Comparing the short lists of Korean and non-Korean excellent firms, one thing in particular stands out: The Korean list contains two firms (out of four) that are part of conglomerate groups and one more that was recently part of such a group, while the international list contains only one (out of 11) that is a conglomerate. Moreover, the international conglomerate, General Electric, participates only in businesses that, while diverse, are interrelated.
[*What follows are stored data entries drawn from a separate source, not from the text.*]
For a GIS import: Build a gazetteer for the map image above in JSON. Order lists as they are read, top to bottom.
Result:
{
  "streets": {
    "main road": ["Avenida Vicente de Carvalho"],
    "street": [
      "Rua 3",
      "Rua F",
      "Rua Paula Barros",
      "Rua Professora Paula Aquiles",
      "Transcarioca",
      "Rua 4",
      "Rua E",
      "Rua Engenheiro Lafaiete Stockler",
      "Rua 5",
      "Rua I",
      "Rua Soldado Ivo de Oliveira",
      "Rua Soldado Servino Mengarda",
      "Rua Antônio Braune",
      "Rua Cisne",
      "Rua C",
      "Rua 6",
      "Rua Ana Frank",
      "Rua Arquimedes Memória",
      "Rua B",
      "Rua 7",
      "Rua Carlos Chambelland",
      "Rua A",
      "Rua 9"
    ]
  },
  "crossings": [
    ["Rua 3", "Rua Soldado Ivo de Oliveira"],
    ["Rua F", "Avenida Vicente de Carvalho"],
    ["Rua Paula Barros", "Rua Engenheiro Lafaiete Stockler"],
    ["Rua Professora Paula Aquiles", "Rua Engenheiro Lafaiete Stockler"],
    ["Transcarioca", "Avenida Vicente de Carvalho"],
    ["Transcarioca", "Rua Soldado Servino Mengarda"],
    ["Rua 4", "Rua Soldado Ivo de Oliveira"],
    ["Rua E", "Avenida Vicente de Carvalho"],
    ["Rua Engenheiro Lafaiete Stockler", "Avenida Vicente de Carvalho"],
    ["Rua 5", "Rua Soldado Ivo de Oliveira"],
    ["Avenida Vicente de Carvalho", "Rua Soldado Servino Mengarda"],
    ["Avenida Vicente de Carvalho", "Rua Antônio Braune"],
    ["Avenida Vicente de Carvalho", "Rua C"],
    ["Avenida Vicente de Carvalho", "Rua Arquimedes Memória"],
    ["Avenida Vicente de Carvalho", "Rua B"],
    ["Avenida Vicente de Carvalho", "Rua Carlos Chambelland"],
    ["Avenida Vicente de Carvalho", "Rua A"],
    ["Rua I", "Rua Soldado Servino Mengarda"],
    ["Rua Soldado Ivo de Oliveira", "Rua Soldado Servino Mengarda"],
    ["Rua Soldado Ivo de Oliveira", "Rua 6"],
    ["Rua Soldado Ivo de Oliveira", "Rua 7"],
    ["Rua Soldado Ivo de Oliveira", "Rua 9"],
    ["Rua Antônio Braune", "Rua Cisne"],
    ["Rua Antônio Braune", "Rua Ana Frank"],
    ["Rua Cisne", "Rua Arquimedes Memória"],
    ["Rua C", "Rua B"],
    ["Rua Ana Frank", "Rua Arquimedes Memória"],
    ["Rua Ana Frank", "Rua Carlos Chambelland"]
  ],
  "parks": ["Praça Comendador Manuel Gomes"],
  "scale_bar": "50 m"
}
Also, General Electric operates only in sectors where it can be an internationally leading or even a dominant firm. It divests itself of activities that prove not to meet these standards. This has not historically been the case of the Korean jaebeol; rather, these groups continue to operate in industries where they are weak as well as ones where they are strong.
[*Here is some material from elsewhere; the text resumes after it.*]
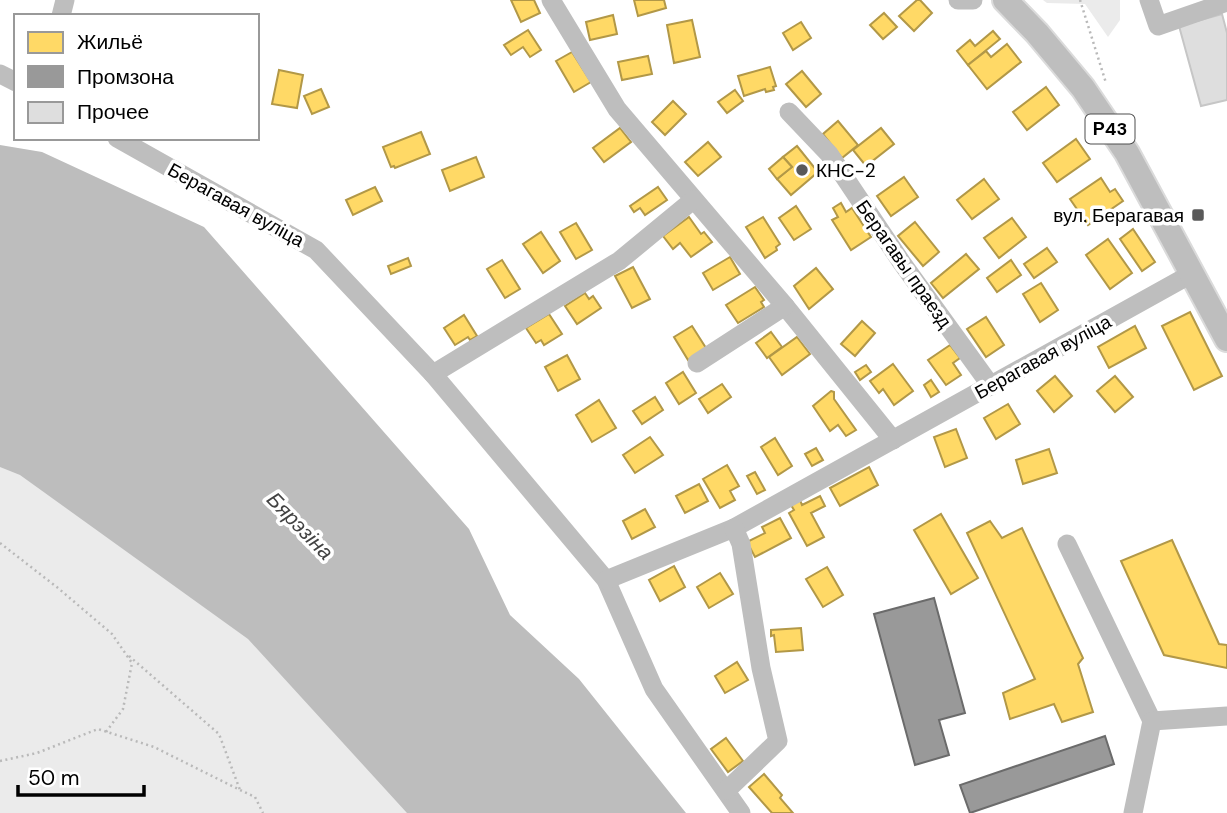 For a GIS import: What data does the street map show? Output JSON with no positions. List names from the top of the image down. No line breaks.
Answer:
{"streets":{"main road":["Р43"],"street":["Берагавая вуліца","Берагавы праезд"]},"crossings":[["Р43","Берагавая вуліца"],["Берагавая вуліца","Берагавы праезд"]],"water":["Бярэзіна"],"places":{"other":["КНС-2"],"transit":["вул. Берагавая"]},"legend":["Жильё","Промзона","Прочее"],"scale_bar":"50 m"}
Thus, I would worry that both Samsung and LG, even in sectors where they are excellent, could be weakened by continuance of this outmoded organizational form. Conglomerates have, in international experience, not generally been successful in the long run, and indeed the record is littered with failed conglomerates (Textron, IT&T and Litton Industries in the United States, and DaimlerChrysler in Germany, which tried during the 1980s to become a conglomerate but found that continued success required divestiture from unrelated businesses).
Moreover, I would go so far as to say that Hyundai Motor’s recent ascent toward excellence was made possible by the breakup of the Hyundai jaebeol and the resulting new independence of this motor firm.
Also, Korea’s first firm to become excellent, Posco, achieved this by becoming a world-class producer of steel and steel products and not by seeking to be a diversified producer of many unrelated products.
So excellence can certainly be found among Korean firms, including ones not mentioned here. My worry is that continuation of this excellence might require further restructuring within the Korean industrial sector, so as to abandon the conglomerate form of organization.
In addition, and to conclude, I note that a number of the internationally excellent firms are relatively new (Microsoft, Intel, Nokia). A challenge for Korea will be to create new entrants into sectors such as biotechnology and software, such that these firms grow to become excellent. By “new,” I don’t mean that these will be yet another new subsidiary of an established jaebeol. The international record shows that most new firms that achieve excellence are not part of larger and older business groups, and there is no reason why this should not also be the case for Korea in the future.

* The writer is a senior fellow at the Institute for International Economics in Washington, D.C.